Both sides of the track were patrolled by mounted cowboys with drawn revolvers. The rolling ball in red understood the meaning,—his eyes bulged out in awful effort.

At the end of twenty-five yards Lynn was leading Mounce by about seven feet—at fifty yards their relative positions were unchanged. The muscles of the blacksmith’s legs, below the knees, were knotted in terrible tension, and his teeth were clinched in desperation. At the end of seventy-five yards he was running nearly abreast with the figure in red. Both men were puffing like hedgehogs. Then the people shouted, each to his favorite, “Lay to,” “Lay to,” “Get there,”—and so they did—with a last mighty effort; but the horse-shoer “laid to” the better and won the race.

Lynn went madly on—nor looked back. Fifty shots were fired in the air. Visions of pepper-boxes floated before him. He was headed into the herd of cattle. Presendy he stopped and whirled about like magic. A bull, maddened by his fiery red attire, accepted the challenge like a Spanish bovine, and rushed toward him with fire in his eyes. The judge yelled in terror, and bounded away in awful fright, running as he had never run before. The bull was not a half dozen feet behind him, lunging in mad leaps, and bellowing a hoarse murderous roar, while his sharp horns were almost scraping the earth.

The people trembled with fear.

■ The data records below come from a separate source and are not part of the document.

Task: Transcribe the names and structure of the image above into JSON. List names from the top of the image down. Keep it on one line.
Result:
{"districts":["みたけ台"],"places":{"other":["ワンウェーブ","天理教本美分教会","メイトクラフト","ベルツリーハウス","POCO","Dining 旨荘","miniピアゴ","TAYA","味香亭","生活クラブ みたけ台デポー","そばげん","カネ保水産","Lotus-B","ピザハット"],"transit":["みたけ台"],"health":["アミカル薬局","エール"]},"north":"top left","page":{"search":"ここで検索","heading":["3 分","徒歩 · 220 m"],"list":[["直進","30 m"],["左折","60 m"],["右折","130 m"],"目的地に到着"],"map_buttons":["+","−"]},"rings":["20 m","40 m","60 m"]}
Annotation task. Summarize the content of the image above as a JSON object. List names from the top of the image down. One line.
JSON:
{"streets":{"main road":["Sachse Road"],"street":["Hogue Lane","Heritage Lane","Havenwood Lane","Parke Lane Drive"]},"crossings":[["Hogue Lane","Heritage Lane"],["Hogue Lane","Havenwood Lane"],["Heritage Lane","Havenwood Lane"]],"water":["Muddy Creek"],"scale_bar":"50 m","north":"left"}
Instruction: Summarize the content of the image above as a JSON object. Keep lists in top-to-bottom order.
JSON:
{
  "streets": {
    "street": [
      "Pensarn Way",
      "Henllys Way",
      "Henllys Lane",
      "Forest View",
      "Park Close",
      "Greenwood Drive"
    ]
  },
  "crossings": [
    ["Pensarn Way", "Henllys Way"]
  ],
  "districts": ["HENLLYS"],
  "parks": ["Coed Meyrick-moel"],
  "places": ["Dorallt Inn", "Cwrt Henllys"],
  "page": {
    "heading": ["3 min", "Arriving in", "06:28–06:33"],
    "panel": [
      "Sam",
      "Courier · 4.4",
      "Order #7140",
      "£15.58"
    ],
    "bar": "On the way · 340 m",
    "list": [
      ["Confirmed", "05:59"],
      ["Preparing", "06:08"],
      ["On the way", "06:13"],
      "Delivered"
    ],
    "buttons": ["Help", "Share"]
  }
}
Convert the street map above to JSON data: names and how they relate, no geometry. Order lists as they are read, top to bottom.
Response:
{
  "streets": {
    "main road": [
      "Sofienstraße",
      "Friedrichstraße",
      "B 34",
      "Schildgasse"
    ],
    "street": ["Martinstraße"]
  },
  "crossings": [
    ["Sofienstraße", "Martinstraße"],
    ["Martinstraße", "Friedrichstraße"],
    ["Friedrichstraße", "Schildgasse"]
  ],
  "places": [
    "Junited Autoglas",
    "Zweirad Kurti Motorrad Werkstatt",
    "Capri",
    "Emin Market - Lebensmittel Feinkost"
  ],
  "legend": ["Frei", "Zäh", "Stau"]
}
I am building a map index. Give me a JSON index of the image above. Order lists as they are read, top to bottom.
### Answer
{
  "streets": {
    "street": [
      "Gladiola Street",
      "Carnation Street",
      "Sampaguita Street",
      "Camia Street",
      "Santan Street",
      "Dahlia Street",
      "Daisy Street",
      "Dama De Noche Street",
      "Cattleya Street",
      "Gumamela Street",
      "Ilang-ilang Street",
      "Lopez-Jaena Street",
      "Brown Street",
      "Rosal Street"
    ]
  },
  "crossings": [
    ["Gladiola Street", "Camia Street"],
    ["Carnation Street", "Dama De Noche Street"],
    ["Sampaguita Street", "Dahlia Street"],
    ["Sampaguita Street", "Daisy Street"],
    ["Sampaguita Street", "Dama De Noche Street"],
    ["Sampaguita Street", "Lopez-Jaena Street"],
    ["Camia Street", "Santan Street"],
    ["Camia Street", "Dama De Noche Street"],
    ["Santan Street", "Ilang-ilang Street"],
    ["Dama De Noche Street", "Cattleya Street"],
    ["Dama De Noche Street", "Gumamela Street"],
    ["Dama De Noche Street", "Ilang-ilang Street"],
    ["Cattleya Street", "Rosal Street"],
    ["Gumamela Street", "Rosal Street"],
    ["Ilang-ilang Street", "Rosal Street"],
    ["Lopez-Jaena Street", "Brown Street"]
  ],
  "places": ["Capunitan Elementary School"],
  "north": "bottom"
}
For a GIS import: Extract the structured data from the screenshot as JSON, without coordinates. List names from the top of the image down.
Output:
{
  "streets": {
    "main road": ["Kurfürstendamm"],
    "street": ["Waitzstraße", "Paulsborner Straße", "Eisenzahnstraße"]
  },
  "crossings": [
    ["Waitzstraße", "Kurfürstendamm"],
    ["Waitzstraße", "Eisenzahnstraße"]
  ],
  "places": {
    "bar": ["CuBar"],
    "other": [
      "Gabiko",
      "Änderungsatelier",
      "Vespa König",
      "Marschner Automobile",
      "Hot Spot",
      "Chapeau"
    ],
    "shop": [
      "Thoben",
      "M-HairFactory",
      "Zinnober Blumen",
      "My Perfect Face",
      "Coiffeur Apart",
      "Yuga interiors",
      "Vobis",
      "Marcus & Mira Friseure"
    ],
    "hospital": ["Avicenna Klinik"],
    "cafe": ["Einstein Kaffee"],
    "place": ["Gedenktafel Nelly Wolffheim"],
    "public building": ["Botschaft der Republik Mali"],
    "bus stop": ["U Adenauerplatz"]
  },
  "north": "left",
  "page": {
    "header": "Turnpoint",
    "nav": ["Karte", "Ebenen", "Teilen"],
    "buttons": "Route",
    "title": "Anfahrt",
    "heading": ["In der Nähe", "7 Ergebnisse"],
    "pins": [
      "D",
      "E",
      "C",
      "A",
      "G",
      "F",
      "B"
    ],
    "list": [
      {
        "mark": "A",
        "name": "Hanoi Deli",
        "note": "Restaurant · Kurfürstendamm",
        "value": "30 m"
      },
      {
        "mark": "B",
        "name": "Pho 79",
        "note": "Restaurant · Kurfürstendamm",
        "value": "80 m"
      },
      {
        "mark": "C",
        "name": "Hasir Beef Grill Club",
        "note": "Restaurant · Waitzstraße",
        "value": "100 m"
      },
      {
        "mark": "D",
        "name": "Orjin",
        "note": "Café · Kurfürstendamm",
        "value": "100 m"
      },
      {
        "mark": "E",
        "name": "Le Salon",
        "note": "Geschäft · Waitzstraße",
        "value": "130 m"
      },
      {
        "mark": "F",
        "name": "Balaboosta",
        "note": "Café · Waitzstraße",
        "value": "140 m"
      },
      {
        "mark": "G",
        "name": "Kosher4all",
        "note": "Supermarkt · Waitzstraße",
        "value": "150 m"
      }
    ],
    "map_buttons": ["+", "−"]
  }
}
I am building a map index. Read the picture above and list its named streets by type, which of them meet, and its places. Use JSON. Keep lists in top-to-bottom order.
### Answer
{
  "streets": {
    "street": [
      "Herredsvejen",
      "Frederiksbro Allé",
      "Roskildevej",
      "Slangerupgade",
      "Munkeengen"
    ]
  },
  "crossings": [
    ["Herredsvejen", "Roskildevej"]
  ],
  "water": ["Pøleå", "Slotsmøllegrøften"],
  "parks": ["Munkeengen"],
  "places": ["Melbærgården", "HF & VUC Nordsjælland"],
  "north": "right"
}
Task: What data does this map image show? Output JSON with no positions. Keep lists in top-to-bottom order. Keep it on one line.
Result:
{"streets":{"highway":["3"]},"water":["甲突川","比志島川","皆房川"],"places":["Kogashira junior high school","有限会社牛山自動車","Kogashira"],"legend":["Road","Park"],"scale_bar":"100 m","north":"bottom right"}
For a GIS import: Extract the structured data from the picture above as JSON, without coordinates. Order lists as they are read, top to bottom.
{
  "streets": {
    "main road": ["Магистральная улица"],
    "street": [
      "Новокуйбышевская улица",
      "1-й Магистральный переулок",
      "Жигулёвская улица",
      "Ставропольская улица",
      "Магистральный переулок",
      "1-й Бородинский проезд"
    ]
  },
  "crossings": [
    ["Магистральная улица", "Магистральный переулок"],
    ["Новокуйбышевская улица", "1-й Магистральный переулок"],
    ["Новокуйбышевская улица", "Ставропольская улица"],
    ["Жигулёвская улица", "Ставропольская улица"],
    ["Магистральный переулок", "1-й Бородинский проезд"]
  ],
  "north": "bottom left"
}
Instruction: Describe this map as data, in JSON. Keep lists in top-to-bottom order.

The cowboys plunged their spurs deep into their ponies’ sides and galloped frantically to the rescue. They came alongside of the maddened bull and, quick as a flash, a score of bullets were buried in the bull’s heart, and he fell to the earth in the throes of sudden death.

It was all over in an instant, and then Lynn, seeing the danger was past, shouted, “Say, maybe you fellers think I was throwin’ that race with the bull, but I wasn’t. No, sirree. I was jist doing my level best and don’t you forget it.”

So ended the much talked of foot-race,—a contest that forever silenced Judge Lynn from talking of great sprinting exploits on the banks of the Wabash—or anywhere else.


CHAPTER XXII.—THE ELECTION

THE Tuesday following the incident of the foot-race was election day. The Patriot prophesied that, out of the three thousand probable votes cast in the county, fully sixteen hundred would be for the Populist ticket.